It's probably worth a few words specifically about the included Lisp and how it works, and how many rules it breaks ! The reason for doing the Lisp was to allow me to create an assembler to replace NASM, I was not concerned with sticking to 'the lisp way', or whatever your local Lisp guru says. No doubt I will have many demons in hell awaiting me...
First of all there is no garbage collector by choice. All objects used by the Lisp are reference counted objects from the class library. Early on the Lisp was never going to have a problem with cycles because it had no way to create them, but as I developed the assembler I decided to introduce two functions, push and elem-set, that could create cycles. However the efficiency advantage in coding the assembler made me look the other way. There are now other ways that a cycle can be created, by naming an environment within its own scope, but again this was too good an efficiency feature to miss out on. So you do have to be careful not to create cycles, so think about how your code works.
No tail recursion optimization ! There is a single looping function provided in native code, while, every other looping construct builds on this primitive. There are also two native primitives some! and each! that provide generic access to iterating over a slice of a sequence/s, while calling a function on the grouped elements. Standard some and each are built on these but they also allow other constructs to be built and gain the advantage of machine coded iteration. I try to stick to a functional approach in my Lisp code, and manipulate collections of things in a functional way with operations like map, filter, reduce, each etc. I've not found the lack of tail recursion a problem.
All symbols live in the same environment, functions, macros, everything. The environment is a chain of hash maps. Each lambda gets a new hash map pushed onto the environment chain on invocation, and dereferenced on exit. The env function can be used to return the current hash map and optionally resize the number of buckets from the default of 1. This proves very effective for storing large numbers of symbols and objects for the assembler as well as creating caches. Make sure to setq the symbol you bind to the result of env to nil before returning from the function if you do this, else you will create a cycle that can't be freed.

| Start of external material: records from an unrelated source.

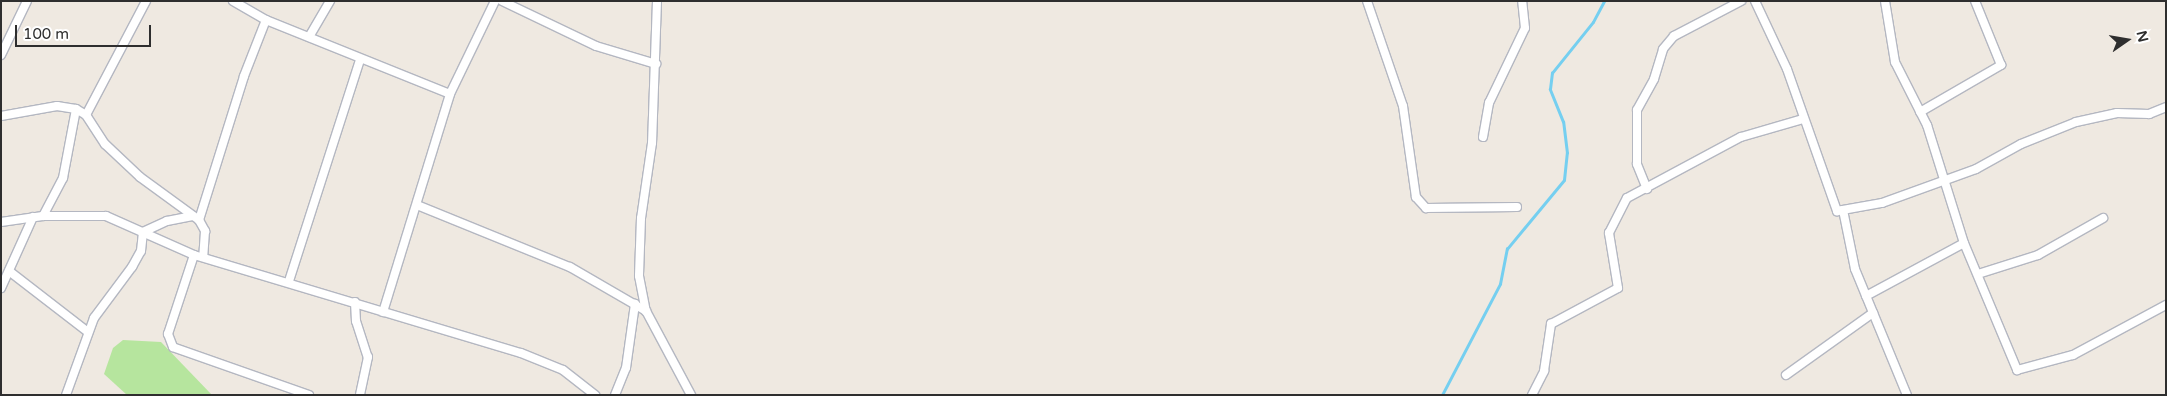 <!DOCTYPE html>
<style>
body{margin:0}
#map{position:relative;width:2167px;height:396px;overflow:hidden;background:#efe9e1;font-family:"Varela Round",sans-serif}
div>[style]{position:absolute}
.green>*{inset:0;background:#b6e59e}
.stream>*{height:2.5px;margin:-1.25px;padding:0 1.25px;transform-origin:1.25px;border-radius:1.25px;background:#75cff0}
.roads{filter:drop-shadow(1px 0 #b4b7c1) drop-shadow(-1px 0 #b4b7c1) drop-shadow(0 1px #b4b7c1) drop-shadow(0 -1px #b4b7c1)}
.minor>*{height:8px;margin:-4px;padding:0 4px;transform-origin:4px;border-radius:4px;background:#fff}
span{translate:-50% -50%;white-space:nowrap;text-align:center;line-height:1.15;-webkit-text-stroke:5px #fff;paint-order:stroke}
.frame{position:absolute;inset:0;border:2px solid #2e2e2e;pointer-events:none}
.north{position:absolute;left:2102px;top:15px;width:50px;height:50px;-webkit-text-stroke:4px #fff;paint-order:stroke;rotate:77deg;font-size:14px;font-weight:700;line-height:20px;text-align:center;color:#2e2e2e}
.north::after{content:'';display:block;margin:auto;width:18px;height:22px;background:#2e2e2e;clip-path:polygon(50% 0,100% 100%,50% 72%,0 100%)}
.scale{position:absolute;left:15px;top:25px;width:136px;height:22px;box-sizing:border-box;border:2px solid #2e2e2e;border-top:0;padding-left:6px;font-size:15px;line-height:18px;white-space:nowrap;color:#2e2e2e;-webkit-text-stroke:4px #fff;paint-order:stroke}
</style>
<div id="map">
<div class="green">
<div style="clip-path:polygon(123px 340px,161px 342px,212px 395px,127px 395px,104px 374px,113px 348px)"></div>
</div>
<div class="stream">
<div style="left:1442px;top:395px;width:125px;rotate:-62.4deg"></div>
<div style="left:1500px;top:284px;width:36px;rotate:-79deg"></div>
<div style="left:1507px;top:249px;width:89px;rotate:-50.4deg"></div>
<div style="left:1564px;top:180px;width:27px;rotate:-84deg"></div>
<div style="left:1567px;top:153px;width:31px;rotate:-97deg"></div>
<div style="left:1563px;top:122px;width:35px;rotate:-112deg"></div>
<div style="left:1550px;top:89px;width:16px;rotate:-83deg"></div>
<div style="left:1552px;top:73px;width:65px;rotate:-51.2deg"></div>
<div style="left:1593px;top:22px;width:24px;rotate:-62deg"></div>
</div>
<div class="roads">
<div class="minor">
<div style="left:233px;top:1px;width:38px;rotate:30deg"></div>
<div style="left:266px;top:20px;width:198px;rotate:21.9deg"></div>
<div style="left:502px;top:1px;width:104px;rotate:25.6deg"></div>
<div style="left:596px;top:46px;width:63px;rotate:16.7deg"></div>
<div style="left:657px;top:1px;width:142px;rotate:92deg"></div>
<div style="left:652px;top:143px;width:76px;rotate:98.3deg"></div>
<div style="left:641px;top:218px;width:58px;rotate:92deg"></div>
<div style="left:639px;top:276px;width:36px;rotate:79deg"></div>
<div style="left:646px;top:311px;width:95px;rotate:61.8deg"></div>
<div style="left:1367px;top:1px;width:111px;rotate:71.1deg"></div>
<div style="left:1403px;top:106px;width:92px;rotate:81.9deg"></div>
<div style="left:1416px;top:197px;width:15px;rotate:48deg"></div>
<div style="left:1426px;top:208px;width:91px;rotate:-0.6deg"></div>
<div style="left:1755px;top:1px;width:75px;rotate:64.8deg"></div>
<div style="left:1787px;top:69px;width:151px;rotate:70.6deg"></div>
<div style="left:1837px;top:211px;width:46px;rotate:-10.1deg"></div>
<div style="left:1882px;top:203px;width:100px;rotate:-19.9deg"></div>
<div style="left:1976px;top:169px;width:51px;rotate:-29.1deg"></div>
<div style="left:2021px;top:144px;width:59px;rotate:-21.8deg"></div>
<div style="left:2076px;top:122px;width:42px;rotate:-12.4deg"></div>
<div style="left:2117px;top:113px;width:32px;rotate:2deg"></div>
<div style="left:2149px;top:114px;width:18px;rotate:-22deg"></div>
<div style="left:1885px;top:1px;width:62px;rotate:80.7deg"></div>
<div style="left:1895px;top:62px;width:71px;rotate:63.1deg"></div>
<div style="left:1927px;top:125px;width:124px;rotate:72.6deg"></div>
<div style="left:1964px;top:243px;width:138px;rotate:67.3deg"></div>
<div style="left:2017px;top:370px;width:58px;rotate:-15deg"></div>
<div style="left:2073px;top:355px;width:106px;rotate:-28.3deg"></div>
<div style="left:309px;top:37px;width:42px;rotate:-59.7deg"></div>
<div style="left:1px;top:55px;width:60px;rotate:-64.3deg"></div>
<div style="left:1920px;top:112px;width:94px;rotate:-30.1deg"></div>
<div style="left:2001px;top:65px;width:69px;rotate:-112.1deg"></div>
<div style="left:86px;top:115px;width:129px;rotate:-62.2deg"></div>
<div style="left:1px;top:116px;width:57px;rotate:-10.1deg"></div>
<div style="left:57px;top:106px;width:19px;rotate:9deg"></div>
<div style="left:76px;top:109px;width:12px;rotate:31deg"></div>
<div style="left:86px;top:115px;width:35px;rotate:57deg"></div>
<div style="left:105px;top:144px;width:48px;rotate:43.3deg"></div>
<div style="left:140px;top:177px;width:73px;rotate:36.1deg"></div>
<div style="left:199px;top:220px;width:13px;rotate:61deg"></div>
<div style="left:205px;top:231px;width:26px;rotate:94deg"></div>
<div style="left:1483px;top:137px;width:35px;rotate:-80deg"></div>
<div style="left:1489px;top:103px;width:83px;rotate:-64.4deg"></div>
<div style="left:1525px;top:28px;width:27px;rotate:-96deg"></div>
<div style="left:1647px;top:189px;width:27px;rotate:-112deg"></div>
<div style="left:1637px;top:164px;width:54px;rotate:-90deg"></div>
<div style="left:1637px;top:110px;width:35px;rotate:-61deg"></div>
<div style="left:1654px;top:79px;width:31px;rotate:-73deg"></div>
<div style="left:1663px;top:49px;width:17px;rotate:-50deg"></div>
<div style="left:1674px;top:36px;width:76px;rotate:-27.6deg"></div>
<div style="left:417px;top:205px;width:165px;rotate:22.1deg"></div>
<div style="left:570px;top:267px;width:88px;rotate:30.1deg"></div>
<div style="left:1843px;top:210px;width:60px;rotate:78.5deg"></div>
<div style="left:1855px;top:269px;width:136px;rotate:67.6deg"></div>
<div style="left:43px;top:216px;width:43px;rotate:-62.2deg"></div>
<div style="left:63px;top:178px;width:70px;rotate:-79.3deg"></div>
<div style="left:199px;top:220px;width:151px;rotate:-72.6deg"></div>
<div style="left:244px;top:76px;width:60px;rotate:-68.6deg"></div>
<div style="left:1px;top:222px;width:42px;rotate:-8.1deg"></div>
<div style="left:43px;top:216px;width:63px"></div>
<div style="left:106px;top:216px;width:96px;rotate:23.9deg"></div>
<div style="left:9px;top:271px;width:100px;rotate:37.7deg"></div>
<div style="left:1978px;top:274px;width:63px;rotate:-17.6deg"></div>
<div style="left:2038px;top:255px;width:75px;rotate:-29.6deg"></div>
<div style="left:289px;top:281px;width:232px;rotate:-72.2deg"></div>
<div style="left:1px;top:288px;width:78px;rotate:-65.7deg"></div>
<div style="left:1866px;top:296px;width:111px;rotate:-28.4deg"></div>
<div style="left:355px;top:302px;width:19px;rotate:87deg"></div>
<div style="left:356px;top:321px;width:38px;rotate:72deg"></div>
<div style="left:368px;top:357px;width:39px;rotate:102deg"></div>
<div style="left:383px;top:312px;width:228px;rotate:-72.9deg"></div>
<div style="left:450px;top:94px;width:103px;rotate:-64.2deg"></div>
<div style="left:1786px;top:375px;width:107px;rotate:-35.5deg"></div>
<div style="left:66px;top:395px;width:82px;rotate:-70deg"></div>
<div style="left:94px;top:318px;width:64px;rotate:-53.3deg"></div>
<div style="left:132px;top:267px;width:18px;rotate:-61deg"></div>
<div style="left:141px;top:251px;width:19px;rotate:-84deg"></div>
<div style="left:143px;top:232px;width:26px;rotate:-25deg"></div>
<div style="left:167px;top:221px;width:26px;rotate:-11deg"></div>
<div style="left:309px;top:395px;width:144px;rotate:-160.6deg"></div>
<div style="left:173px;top:347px;width:14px;rotate:-111deg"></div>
<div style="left:168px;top:334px;width:83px;rotate:-71.8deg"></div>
<div style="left:194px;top:255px;width:341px;rotate:16.7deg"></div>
<div style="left:521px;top:353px;width:45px;rotate:22deg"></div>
<div style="left:563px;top:370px;width:41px;rotate:38deg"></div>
<div style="left:615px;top:395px;width:29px;rotate:-68deg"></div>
<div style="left:626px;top:368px;width:65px;rotate:-82deg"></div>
<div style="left:1532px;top:395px;width:27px;rotate:-63deg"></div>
<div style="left:1544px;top:371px;width:48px;rotate:-81.5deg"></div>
<div style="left:1551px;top:324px;width:76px;rotate:-28.2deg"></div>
<div style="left:1618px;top:288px;width:56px;rotate:-99.3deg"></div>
<div style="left:1609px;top:233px;width:39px;rotate:-63deg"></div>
<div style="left:1627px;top:198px;width:129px;rotate:-28.2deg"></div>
<div style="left:1741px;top:137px;width:65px;rotate:-16.2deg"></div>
</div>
</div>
<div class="frame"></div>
<div class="north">N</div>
<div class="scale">100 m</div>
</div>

defq and bind always create entries in the top environment hash map. setq searches the environment chain to find an existing entry and sets that entry or fails with an error. This means setq can be used to write to symbols outside the scope of the current function. Some people don't like this, but used wisely it can be very powerful. Coming from an assembler background I prefer to have all the guns and knives available, so try not to shoot your foot off.
There is no cons, cdr or car stuff. Lists are just vector objects and you use push, cat, slice etc to manipulate elements. Also an empty list does not evaluate to nil, it's just an error.
Function and macro definitions are scoped and visible only within the scope of the declaring function. There is no global macro list. During macro expansion the environment chain is searched to see if a macro exists.
The code doesn’t look like Lisp at all. Is this some sort of lower assembler language that Lisp is implemented on top of?
Have a read through the docs/ASSIGNMENT.md file to see how this all fits together.
Same with (def-enum) etc.
I am going to have to write a document to clearly state where these boundaries between the Lisp, the C-Script and the VP layers. I realise it's not that obvious sometimes.
Anything in particular that sticks out to? Lack of recursion?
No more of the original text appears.